13 Dec, 12 | by BMJ
This week I am in rural Savar, Bangladesh, attending the Dhaka Colloquium on Systematic Reviews in International Development. It is always a pleasure to be in Bangladesh, but it is particularly enjoyable to be with so many of my colleagues from ICDDR,B, collaborative partners from systematic review work at 3ie, and the Campbell Collaboration, but also for us to be joined by so many of the 81 students who attended the DfID funded regional capacity building in systematic review programme of work.
The mini-colloquium capitalises upon the movement for evidence based development which continues to gather momentum and hopes to advance and clarify the important contribution of systematic reviews to an array of development areas including health, education, social welfare, climate change, and agriculture.
The conference has brought together researchers, policy makers, development partners, and programme managers from around the globe.
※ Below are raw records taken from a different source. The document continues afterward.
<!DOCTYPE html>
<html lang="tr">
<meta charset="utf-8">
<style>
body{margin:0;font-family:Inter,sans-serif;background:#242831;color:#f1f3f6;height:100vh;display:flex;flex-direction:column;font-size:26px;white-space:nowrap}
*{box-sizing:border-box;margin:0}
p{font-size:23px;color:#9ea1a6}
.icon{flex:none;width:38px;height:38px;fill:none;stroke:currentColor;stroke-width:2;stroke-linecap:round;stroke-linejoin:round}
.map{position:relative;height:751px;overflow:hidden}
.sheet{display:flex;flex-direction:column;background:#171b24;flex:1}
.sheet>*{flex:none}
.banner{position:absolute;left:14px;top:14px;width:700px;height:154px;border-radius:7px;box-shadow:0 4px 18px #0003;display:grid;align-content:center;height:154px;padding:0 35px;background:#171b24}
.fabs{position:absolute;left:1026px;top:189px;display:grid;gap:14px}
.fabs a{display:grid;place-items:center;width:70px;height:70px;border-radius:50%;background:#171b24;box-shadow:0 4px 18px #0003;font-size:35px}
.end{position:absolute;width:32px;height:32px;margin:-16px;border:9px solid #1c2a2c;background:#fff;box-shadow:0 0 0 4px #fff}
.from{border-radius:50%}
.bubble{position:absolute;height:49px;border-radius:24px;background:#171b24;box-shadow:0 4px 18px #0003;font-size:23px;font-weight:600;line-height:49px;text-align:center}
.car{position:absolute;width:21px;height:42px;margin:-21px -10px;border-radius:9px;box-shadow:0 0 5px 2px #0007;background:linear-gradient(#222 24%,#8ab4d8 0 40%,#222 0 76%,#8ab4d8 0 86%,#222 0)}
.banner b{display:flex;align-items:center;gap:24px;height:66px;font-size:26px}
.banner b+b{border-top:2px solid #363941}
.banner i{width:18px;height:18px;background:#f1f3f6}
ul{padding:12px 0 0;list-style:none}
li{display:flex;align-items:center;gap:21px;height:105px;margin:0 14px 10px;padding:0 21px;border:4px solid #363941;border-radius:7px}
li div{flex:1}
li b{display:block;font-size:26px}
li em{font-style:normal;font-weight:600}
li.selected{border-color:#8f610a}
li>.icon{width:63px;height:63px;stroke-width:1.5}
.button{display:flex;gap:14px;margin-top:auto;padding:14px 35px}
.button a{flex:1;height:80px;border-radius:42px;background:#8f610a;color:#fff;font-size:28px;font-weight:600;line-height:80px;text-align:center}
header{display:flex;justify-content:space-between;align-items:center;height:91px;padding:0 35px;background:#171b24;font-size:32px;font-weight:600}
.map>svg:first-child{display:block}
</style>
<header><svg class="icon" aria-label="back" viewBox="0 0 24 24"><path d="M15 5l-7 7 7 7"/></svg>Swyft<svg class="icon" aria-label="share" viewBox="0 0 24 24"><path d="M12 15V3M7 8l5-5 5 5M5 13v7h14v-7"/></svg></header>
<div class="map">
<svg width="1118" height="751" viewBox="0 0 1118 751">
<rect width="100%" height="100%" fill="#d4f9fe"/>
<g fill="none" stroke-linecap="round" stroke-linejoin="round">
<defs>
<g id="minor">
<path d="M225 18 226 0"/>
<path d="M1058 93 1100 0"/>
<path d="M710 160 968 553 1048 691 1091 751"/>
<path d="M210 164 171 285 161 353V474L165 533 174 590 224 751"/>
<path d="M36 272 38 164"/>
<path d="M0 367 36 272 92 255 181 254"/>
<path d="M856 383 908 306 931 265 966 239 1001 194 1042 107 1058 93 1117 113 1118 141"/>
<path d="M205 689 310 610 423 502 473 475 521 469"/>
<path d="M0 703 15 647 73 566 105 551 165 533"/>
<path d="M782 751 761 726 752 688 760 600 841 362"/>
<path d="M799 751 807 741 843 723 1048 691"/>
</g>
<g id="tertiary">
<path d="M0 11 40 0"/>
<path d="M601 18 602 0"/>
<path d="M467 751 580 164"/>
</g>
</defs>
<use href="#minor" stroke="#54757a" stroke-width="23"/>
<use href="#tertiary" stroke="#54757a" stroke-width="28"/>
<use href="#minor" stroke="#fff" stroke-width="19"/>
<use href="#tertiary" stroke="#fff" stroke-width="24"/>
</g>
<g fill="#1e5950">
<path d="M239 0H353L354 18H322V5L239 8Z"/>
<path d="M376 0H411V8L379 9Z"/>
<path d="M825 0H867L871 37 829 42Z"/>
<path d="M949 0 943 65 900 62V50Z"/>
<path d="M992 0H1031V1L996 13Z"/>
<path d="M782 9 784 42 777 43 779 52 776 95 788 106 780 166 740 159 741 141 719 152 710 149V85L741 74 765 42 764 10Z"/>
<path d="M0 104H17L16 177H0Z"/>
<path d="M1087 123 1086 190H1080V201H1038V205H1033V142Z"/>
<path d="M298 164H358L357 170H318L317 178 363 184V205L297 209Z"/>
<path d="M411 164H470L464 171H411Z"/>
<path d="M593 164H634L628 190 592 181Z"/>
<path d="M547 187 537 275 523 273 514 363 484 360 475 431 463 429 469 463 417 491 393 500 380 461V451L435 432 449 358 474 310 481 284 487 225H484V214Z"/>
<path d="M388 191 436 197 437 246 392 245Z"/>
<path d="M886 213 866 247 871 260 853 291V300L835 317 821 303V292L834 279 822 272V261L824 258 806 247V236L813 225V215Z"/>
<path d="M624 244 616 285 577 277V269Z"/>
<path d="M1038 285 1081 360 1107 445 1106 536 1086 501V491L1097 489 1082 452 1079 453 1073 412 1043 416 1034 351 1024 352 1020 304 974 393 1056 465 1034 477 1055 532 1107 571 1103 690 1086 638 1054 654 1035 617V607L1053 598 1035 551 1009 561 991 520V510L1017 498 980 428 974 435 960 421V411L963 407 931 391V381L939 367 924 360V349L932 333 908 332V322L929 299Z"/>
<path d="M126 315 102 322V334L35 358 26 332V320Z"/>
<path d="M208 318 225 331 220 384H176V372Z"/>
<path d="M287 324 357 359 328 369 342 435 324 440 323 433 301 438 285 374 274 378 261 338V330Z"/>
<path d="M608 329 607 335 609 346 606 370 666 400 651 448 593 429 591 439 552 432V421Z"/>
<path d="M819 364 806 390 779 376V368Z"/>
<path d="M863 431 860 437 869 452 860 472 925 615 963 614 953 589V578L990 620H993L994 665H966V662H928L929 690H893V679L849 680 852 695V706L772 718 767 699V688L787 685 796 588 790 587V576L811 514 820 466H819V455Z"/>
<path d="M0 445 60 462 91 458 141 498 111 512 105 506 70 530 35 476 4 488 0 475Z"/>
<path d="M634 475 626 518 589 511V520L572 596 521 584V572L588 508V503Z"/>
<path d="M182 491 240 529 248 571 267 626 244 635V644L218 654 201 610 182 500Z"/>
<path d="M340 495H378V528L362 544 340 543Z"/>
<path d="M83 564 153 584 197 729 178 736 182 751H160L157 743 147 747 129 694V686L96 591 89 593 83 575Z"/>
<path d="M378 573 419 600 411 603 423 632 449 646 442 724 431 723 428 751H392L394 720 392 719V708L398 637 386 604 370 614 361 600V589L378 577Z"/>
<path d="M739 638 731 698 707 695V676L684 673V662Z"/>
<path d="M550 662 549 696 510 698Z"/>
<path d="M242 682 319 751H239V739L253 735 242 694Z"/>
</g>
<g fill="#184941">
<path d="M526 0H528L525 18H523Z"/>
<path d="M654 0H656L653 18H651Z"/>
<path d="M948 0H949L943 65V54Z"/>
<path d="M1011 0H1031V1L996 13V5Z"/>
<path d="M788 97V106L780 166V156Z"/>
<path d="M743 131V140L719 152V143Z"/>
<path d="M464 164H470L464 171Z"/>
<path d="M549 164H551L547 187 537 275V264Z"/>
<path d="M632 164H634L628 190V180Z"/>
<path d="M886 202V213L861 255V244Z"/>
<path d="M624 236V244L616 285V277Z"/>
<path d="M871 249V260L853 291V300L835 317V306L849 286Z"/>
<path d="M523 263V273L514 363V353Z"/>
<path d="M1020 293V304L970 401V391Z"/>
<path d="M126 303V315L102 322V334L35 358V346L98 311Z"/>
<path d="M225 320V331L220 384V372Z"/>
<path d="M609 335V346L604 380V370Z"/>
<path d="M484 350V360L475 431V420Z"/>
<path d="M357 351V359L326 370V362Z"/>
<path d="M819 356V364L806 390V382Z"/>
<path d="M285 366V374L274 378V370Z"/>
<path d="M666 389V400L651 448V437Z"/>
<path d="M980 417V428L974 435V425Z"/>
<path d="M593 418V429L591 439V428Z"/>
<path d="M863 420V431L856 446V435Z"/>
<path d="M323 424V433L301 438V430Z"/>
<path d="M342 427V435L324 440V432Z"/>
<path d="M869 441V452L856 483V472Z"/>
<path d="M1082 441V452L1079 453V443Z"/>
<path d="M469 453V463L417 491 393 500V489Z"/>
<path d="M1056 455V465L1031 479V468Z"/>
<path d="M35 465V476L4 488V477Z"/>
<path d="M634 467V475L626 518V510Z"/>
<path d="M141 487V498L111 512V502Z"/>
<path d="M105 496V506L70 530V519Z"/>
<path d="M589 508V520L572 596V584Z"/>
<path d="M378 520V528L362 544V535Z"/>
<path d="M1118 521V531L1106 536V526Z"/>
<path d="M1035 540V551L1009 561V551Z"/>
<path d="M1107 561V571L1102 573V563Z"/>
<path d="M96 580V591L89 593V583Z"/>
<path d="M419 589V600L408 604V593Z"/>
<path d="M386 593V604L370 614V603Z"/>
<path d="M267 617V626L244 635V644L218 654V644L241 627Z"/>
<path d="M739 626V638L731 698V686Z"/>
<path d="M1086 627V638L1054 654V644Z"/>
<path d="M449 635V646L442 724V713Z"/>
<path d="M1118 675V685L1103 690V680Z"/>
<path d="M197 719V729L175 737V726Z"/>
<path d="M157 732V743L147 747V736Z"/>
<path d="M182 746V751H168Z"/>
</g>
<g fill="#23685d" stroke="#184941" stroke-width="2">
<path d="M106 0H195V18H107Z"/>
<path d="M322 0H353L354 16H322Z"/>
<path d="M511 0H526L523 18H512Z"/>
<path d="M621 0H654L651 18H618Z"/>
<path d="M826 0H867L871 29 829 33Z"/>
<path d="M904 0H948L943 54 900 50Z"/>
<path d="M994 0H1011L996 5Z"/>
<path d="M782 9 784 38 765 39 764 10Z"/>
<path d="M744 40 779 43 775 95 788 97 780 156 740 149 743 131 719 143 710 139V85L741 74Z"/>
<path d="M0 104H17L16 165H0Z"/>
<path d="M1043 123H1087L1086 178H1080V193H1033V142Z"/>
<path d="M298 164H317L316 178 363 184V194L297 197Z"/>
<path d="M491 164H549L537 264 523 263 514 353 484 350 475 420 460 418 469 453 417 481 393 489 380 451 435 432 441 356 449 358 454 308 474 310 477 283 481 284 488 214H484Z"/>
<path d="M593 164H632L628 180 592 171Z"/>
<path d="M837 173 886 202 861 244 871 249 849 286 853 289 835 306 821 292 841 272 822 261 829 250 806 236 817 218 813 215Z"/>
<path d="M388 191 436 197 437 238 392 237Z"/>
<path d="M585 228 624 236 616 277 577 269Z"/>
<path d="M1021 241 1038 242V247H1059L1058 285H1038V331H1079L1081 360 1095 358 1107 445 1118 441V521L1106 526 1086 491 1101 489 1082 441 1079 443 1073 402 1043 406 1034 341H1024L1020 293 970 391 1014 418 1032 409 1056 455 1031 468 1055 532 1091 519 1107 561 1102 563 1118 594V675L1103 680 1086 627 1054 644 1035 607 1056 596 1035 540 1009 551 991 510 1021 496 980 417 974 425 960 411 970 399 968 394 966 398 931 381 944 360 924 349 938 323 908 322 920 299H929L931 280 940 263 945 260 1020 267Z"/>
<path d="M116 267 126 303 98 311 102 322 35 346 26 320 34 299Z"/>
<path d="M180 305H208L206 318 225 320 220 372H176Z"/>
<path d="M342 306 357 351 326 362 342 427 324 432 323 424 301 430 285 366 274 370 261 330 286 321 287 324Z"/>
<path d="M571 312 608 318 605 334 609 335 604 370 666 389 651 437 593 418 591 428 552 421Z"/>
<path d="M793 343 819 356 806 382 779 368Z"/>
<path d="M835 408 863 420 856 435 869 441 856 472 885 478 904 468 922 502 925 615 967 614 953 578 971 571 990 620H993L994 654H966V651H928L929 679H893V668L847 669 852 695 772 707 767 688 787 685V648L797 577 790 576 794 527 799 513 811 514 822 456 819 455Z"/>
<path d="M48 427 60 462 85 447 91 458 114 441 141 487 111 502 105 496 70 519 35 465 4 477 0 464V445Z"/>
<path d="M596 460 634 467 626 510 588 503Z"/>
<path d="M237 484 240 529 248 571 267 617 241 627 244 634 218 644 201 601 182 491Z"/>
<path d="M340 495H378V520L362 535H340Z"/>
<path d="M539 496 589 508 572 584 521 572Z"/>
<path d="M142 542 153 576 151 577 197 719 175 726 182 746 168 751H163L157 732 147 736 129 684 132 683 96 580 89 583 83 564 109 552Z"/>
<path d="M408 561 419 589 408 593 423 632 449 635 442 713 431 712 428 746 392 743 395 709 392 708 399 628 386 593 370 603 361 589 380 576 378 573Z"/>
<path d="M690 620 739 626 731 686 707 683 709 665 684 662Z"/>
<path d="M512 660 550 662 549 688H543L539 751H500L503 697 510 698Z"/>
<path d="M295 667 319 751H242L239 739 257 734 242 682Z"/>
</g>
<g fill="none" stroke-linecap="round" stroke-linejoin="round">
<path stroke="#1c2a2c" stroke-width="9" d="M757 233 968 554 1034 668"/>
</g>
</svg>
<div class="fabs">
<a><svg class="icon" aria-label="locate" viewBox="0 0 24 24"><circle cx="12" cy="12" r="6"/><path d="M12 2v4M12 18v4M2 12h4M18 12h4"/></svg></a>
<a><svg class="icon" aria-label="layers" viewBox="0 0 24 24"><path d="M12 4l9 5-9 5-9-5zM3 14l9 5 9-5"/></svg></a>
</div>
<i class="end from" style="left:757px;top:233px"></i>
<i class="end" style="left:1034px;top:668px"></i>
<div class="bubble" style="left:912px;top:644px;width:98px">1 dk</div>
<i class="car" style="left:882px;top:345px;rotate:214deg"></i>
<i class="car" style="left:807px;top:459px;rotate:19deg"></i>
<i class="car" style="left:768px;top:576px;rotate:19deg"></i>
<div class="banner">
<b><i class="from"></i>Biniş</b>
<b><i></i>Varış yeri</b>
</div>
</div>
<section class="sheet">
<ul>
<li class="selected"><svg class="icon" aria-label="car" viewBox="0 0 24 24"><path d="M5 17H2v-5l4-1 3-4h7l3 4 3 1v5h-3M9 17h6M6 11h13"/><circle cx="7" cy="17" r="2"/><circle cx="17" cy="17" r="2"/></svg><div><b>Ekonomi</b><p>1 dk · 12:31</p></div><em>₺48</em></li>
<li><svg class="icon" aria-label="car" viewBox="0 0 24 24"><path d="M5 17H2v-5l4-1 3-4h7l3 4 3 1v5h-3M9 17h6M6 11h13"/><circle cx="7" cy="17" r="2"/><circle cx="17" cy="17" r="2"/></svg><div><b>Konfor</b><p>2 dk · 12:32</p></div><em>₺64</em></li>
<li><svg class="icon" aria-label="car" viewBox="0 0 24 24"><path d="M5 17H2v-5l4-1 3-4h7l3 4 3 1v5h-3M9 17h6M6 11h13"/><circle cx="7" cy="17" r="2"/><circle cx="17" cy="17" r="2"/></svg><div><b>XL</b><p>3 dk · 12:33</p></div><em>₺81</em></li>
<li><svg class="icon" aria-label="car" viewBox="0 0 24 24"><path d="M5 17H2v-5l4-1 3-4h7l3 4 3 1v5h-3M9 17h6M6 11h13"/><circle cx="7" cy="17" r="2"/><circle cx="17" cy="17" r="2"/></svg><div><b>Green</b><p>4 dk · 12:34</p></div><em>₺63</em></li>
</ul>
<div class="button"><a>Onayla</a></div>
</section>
It is sponsored by 3ie, the Campbell Collaboration, ICDDR,B, and BRAC University, and made possible with funding from the Canadian International Development Agency.
The plenaries and parallel sessions are a mix of “how to” for various aspects of systematic reviews, presentations of completed projects, and most controversially overviews of cutting-edge methodological aspects of systematic reviews.
For the first time, someone else developed an abstract and gave a presentation that assessed some of my teams’ work—the capacity building for systematic reviews project. Former trainee S. Ghose provided very public feedback and to hear him express his gratitude, his belief in the potential for systematic reviews in development, and the great desire for more training and more infrastructure to be built in Nepal for systematic reviews, was humbling.
Perhaps the most controversial session that I have attended so far was provocatively named “Rapid reviews: opportunity or oxymoron?” 3ie deputy director, Phil Davies presented on “rapid evidence assessment” and their place in the pantheon of evidence synthesis efforts aimed at informing policy making. Serious questions remain about rapid reviews being biased compared to systematic reviews—and how the process would even allow the developers of these reviews to recognize any biases. However, Davies pointed out that “all evidence is probabilistic.” How do researchers meet the needs of policy makers—especially given the short window of opportunity between the time that information is requested and the time when the decision is going to be made?
There are two days left to the meeting—and I will share if anything exciting happens.
Tracey Koehlmoos is adjunct professor at George Mason University, Washington DC, and adjunct scientist at ICDDR,B.